Nada puede parar ya la febril y conspiranoica imaginación de Peinado, un hombre que se ha propuesto pasar a la historia como el juez que puso de rodillas al sanchismo. Siempre hay una prueba que practicar, un indicio que seguir, un fleco al que agarrarse o hilillo del que tirar. Este caso es la historia interminable, el eterno sumario, un asunto que puede alargarse durante años, hasta las próximas elecciones si es preciso, para que el dúo Feijóo/Abascal pueda aprovechar la veta, el filón. Trabajo nunca falta en el 41 de Madrid, cosas siempre hay que hacer, como llamar a declarar al jardinero fiel de Moncloa (por si hubo tráfico ilegal con los bonsáis de Felipe); interrogar al chino que fabricó el software para el dichoso máster (probablemente viva al otro lado del planeta y la policía tarde meses en localizarlo, magnífico, más tiempo ganado al crono); seguir los movimientos del cartero que le llevaba la correspondencia al empresario Barrabés; o poner patas arriba la boutique donde se compraba los modelitos la mujer del presidente (a la derecha le jode que las rojazas feminazis vistan de Pedro del Hierro).

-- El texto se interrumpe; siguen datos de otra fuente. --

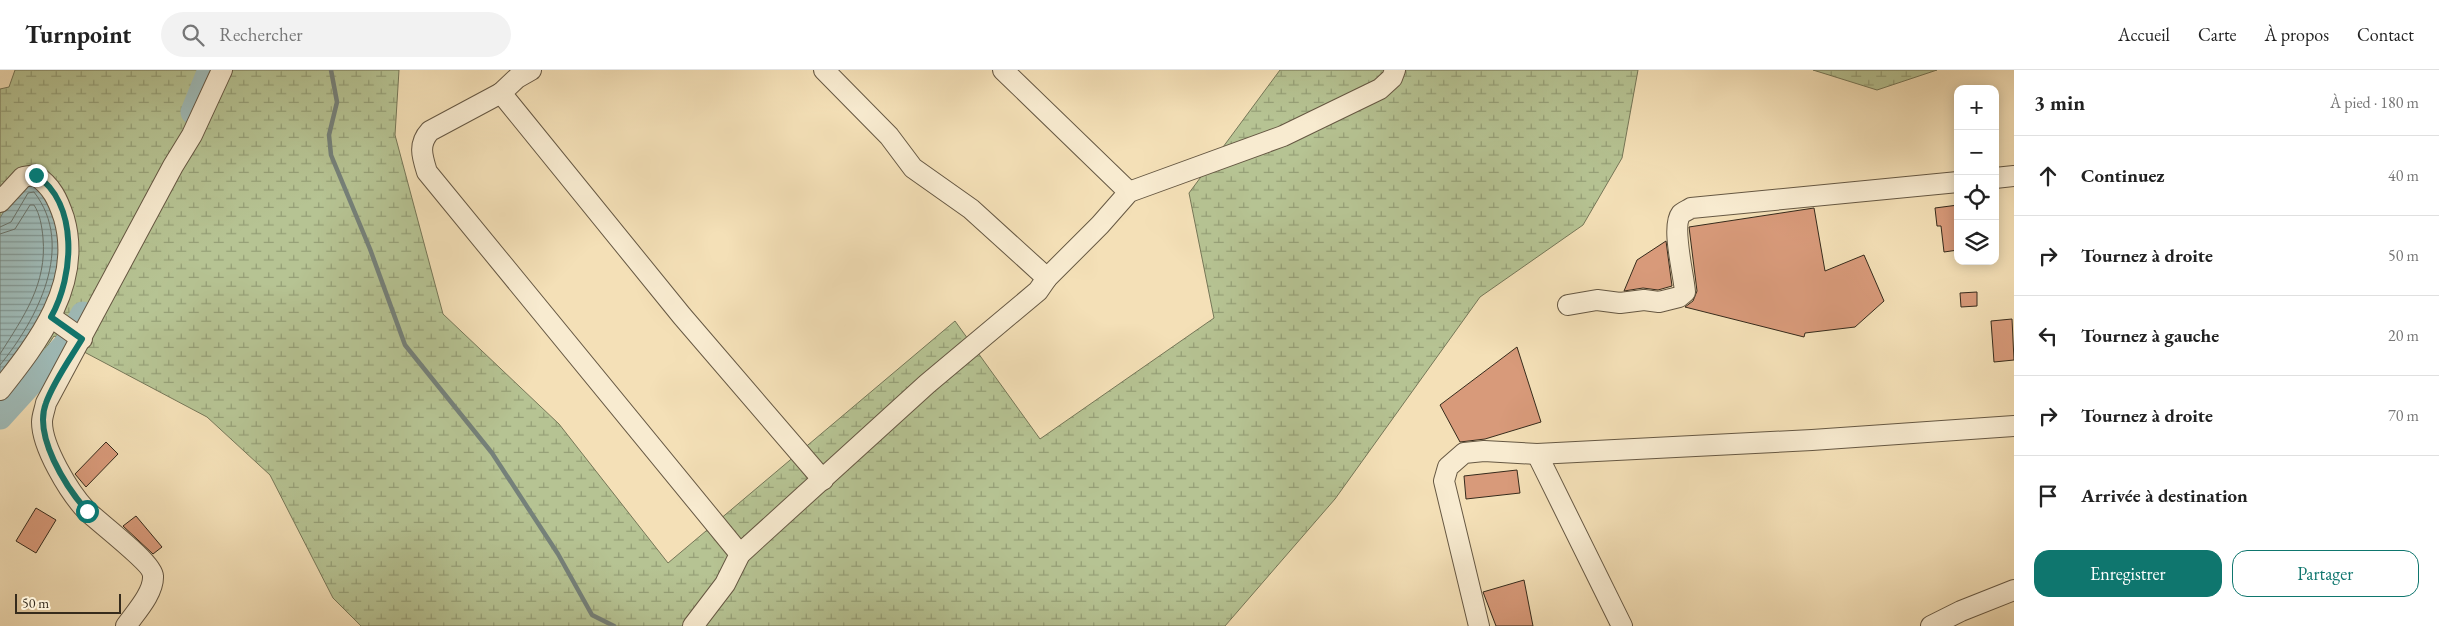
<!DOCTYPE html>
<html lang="fr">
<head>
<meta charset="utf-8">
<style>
	:root { --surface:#fff; --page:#f2f2f2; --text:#222; --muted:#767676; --line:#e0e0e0; --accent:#0f766e }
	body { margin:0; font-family:"EB Garamond",serif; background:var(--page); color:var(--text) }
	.controls { position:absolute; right:15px; top:15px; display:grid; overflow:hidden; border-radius:10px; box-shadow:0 2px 12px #0003 }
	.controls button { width:45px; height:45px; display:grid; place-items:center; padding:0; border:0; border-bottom:1px solid var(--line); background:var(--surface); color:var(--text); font:25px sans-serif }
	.scale { position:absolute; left:15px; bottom:12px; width:106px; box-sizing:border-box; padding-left:5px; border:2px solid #362b1c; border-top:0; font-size:14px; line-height:18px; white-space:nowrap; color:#362b1c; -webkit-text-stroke:4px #f8ebd0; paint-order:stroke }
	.stop { position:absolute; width:15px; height:15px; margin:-11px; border:4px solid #0f766e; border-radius:50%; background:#fff }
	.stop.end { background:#0f766e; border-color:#fff; box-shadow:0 1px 5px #0008 }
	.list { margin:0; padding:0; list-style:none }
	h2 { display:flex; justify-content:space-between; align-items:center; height:65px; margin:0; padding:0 20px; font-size:21px }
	h2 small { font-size:16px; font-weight:400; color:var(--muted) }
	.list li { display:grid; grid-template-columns:32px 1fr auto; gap:15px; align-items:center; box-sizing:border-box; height:80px; padding:0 20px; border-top:1px solid var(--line) }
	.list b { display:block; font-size:19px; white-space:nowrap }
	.list em { font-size:16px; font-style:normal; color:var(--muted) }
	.actions { display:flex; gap:10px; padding:15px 20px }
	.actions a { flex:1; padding:11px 0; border:1px solid var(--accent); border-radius:15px; text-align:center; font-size:18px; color:var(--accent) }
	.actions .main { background:var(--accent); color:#fff }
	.icon { flex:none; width:28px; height:28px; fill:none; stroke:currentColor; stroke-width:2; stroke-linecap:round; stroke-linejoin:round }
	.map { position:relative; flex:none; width:2014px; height:556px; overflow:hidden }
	header { display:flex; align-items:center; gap:30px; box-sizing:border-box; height:70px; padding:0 25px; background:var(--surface); border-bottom:1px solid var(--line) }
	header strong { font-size:24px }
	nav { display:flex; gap:28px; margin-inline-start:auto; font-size:18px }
	.search { width:350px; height:45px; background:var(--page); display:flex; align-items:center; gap:12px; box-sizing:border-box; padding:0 18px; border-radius:28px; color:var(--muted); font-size:19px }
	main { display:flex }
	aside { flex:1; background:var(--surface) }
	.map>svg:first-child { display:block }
</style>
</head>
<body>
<header>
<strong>Turnpoint</strong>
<div class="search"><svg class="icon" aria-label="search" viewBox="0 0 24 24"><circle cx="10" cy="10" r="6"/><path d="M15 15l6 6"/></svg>Rechercher</div>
<nav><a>Accueil</a><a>Carte</a><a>À propos</a><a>Contact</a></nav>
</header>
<main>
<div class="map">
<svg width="2014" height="556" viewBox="0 0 2014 556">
	<defs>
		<pattern id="wetland-marsh" width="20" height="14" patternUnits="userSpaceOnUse" patternTransform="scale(1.25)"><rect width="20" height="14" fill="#b6c393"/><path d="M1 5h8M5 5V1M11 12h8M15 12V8" fill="none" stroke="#959f77"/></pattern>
		<pattern id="water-rules" width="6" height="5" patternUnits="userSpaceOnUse" patternTransform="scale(1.25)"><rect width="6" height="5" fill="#9fbbb8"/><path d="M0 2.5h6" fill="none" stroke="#829895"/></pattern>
	</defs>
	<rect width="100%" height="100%" fill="#f4e0b7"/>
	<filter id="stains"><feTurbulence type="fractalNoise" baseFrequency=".004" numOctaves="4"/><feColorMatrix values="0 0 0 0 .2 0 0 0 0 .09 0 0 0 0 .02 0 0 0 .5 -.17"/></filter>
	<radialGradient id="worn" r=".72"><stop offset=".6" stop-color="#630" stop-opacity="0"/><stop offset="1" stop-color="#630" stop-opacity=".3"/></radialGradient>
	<g fill="url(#wetland-marsh)" stroke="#767758">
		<path d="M15,0H399L395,65L443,244L559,354L668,493L955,251L1040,369L1214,248L1189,123L1280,0H1638L1622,88L1583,155L1480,227L1335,429L1225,556H361L333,528L270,405L207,347L54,266L38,290L7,318L3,144L0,148V19L9,17Z"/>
		<path d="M1813,0H1937L1877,20Z"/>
	</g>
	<path fill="url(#water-rules)" stroke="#75817a" d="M30,110L54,132L64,190L44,250L0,313V148L21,112Z"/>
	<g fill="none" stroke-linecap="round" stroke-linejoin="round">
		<g stroke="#6a736a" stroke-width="1">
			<path d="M0,157L11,152L28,123L34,122C76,176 37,250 0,295"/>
			<path d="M0,164L15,159L30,135H34C40,144 42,157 43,168C47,214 24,246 0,284"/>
		</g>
		<path stroke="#75817a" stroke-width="4.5" d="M331,0L337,32L329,65L331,85L370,179L405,275L492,383L558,484L592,545L614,556"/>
		<g stroke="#9fbbb8" stroke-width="25">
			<path d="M193,42L210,0"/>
			<path d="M0,347L68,272L83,244"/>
		</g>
	</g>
	<g fill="#d89a7a" stroke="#362b1c">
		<path d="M1958,135V180L1944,182L1941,156H1937L1935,138Z"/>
		<path d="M1814,138L1825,201L1864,185L1884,231L1855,257L1805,263L1804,267L1685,237L1693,231L1697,221L1689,157Z"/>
		<path d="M1666,171L1672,216L1658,220L1643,218L1624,221L1637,190Z"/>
		<path d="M1977,222V236L1961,237L1960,223Z"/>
		<path d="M2012,249L2014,290L1994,292L1991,251Z"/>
		<path d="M1517,277L1541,352L1485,369L1460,372L1440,335Z"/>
		<path d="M106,372L118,384L86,417L75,404Z"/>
		<path d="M1517,400L1520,423L1466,429L1464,406Z"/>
		<path d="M36,438L56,450L36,483L16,471Z"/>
		<path d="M136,446L162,477L153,484L123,456Z"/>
		<path d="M1524,510L1533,556H1496L1483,522Z"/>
	</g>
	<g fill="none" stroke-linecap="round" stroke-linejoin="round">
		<defs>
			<g id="minor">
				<path d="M531,0L517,8L501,23L682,246L823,410"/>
				<path d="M824,0L889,66L913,98L971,139L1047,208"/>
				<path d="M1003,0L1129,122"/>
				<path d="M501,23L430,61C418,74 422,86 427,102L740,484"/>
				<path d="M1995,108L2014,106"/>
				<path d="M0,132L23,107L35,105C52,116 58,130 64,148C83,214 38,272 0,320"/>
				<path d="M1568,235L1597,230L1620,233L1644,230L1659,232L1679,227L1685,222C1684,205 1671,157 1681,144C1683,142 1688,140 1691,138L1958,112"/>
				<path d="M51,247L82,269"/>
				<path d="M1537,384L1622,556"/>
				<path d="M126,556C135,543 154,523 153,506C153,493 98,452 86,440C69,422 42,377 42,352C42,346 45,339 46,333L173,96L192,65L222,0"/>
				<path d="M693,556L725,514L740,484L927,314L1038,221L1047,208L1100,155L1129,122L1283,66L1380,19L1392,8L1395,0"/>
				<path d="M1479,556L1444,411L1448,397L1464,383L1484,381L1537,384L1812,370L2014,356"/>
				<path d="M1931,556L1961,541L2014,520"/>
			</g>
		</defs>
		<use href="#minor" stroke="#665843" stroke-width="22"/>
		<use href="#minor" stroke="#f8ebd0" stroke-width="20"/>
	</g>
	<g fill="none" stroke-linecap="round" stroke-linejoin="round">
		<path stroke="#0f766e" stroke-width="6" d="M36,105C79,134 74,206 51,247L82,269C70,289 54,311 46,333C33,366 66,417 87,441"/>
	</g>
	<rect width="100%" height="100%" filter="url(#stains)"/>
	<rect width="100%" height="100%" fill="url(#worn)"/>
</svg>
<div class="controls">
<button>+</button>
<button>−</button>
<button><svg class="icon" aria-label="locate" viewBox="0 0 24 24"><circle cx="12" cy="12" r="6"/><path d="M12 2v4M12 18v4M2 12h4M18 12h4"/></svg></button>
<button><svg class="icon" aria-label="layers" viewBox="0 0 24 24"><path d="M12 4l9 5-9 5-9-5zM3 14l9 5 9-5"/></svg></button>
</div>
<div class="scale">50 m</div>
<div class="stop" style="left:87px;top:441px"></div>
<div class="stop end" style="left:36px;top:105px"></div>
</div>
<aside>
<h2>3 min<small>À pied · 180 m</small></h2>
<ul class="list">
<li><svg class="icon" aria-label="ahead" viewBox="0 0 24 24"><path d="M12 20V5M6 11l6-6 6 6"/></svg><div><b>Continuez</b></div><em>40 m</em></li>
<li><svg class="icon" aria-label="right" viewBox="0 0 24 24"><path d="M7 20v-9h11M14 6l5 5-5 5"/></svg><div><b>Tournez à droite</b></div><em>50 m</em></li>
<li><svg class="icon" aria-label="left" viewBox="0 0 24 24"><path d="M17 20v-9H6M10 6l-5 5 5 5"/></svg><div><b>Tournez à gauche</b></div><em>20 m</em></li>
<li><svg class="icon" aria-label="right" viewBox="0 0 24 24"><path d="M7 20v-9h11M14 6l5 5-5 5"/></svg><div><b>Tournez à droite</b></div><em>70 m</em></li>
<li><svg class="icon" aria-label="arrive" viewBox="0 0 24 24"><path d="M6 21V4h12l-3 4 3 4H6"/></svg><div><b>Arrivée à destination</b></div></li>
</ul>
<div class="actions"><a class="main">Enregistrer</a><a>Partager</a></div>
</aside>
</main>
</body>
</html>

Este caso es un auténtico manantial, un universo, un macrocosmos que ni una novela de Tolkien, y no sabemos cuándo llegaremos al final. Está todo por hacer, hay miles de gestiones aún por practicar. Y la cosa lleva su tiempo, oiga. ¿Llegarán a saber los españoles algún día si Begoña Gómez es culpable o inocente? Quién sabe. Probablemente no, aunque lo interesante no es indagar hasta el fondo del asunto, ni descubrir la verdad, ya que es mucho más rentable y jugoso políticamente que el caso siga vivo en los tribunales para entretenimiento del público ultra y desencanto del votante socialista a punto de perder la fe. De lo que se trata aquí es de tener a la señora presidenta permanentemente subida al carromato de la Inquisición, túnica blanca, rapada al cero y como una vulgar delincuente. Un escarnio sin fin. Qué lúbrico placer. Ni en los mejores sueños de Santi Abascal.